-- The data follows --

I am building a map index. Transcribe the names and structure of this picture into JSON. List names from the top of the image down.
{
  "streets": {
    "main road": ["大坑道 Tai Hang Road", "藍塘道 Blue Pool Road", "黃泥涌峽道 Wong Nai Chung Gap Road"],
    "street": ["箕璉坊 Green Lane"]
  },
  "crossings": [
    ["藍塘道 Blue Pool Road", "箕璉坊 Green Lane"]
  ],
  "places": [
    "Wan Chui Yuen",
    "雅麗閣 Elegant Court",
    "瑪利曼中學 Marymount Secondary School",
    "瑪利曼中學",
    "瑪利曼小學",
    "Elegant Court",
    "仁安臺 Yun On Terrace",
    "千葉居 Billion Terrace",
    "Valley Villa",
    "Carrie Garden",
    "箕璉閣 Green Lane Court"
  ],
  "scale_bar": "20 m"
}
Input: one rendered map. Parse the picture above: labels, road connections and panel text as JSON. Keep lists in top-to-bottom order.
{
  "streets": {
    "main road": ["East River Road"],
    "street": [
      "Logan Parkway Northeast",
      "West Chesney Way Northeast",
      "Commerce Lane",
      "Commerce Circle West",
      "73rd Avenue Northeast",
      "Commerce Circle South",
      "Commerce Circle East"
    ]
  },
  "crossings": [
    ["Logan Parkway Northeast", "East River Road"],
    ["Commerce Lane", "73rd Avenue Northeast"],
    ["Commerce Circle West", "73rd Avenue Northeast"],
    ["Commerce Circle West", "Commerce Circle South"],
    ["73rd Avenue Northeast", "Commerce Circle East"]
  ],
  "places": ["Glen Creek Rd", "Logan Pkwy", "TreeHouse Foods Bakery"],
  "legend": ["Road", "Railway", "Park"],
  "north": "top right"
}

-- The data concluded --

→ Task prompt: Repeat the data in full. Nothing may be dropped or altered.

→ Result of the task:
I am building a map index. Transcribe the names and structure of this picture into JSON. List names from the top of the image down.
{
  "streets": {
    "main road": ["大坑道 Tai Hang Road", "藍塘道 Blue Pool Road", "黃泥涌峽道 Wong Nai Chung Gap Road"],
    "street": ["箕璉坊 Green Lane"]
  },
  "crossings": [
    ["藍塘道 Blue Pool Road", "箕璉坊 Green Lane"]
  ],
  "places": [
    "Wan Chui Yuen",
    "雅麗閣 Elegant Court",
    "瑪利曼中學 Marymount Secondary School",
    "瑪利曼中學",
    "瑪利曼小學",
    "Elegant Court",
    "仁安臺 Yun On Terrace",
    "千葉居 Billion Terrace",
    "Valley Villa",
    "Carrie Garden",
    "箕璉閣 Green Lane Court"
  ],
  "scale_bar": "20 m"
}
Input: one rendered map. Parse the picture above: labels, road connections and panel text as JSON. Keep lists in top-to-bottom order.
{
  "streets": {
    "main road": ["East River Road"],
    "street": [
      "Logan Parkway Northeast",
      "West Chesney Way Northeast",
      "Commerce Lane",
      "Commerce Circle West",
      "73rd Avenue Northeast",
      "Commerce Circle South",
      "Commerce Circle East"
    ]
  },
  "crossings": [
    ["Logan Parkway Northeast", "East River Road"],
    ["Commerce Lane", "73rd Avenue Northeast"],
    ["Commerce Circle West", "73rd Avenue Northeast"],
    ["Commerce Circle West", "Commerce Circle South"],
    ["73rd Avenue Northeast", "Commerce Circle East"]
  ],
  "places": ["Glen Creek Rd", "Logan Pkwy", "TreeHouse Foods Bakery"],
  "legend": ["Road", "Railway", "Park"],
  "north": "top right"
}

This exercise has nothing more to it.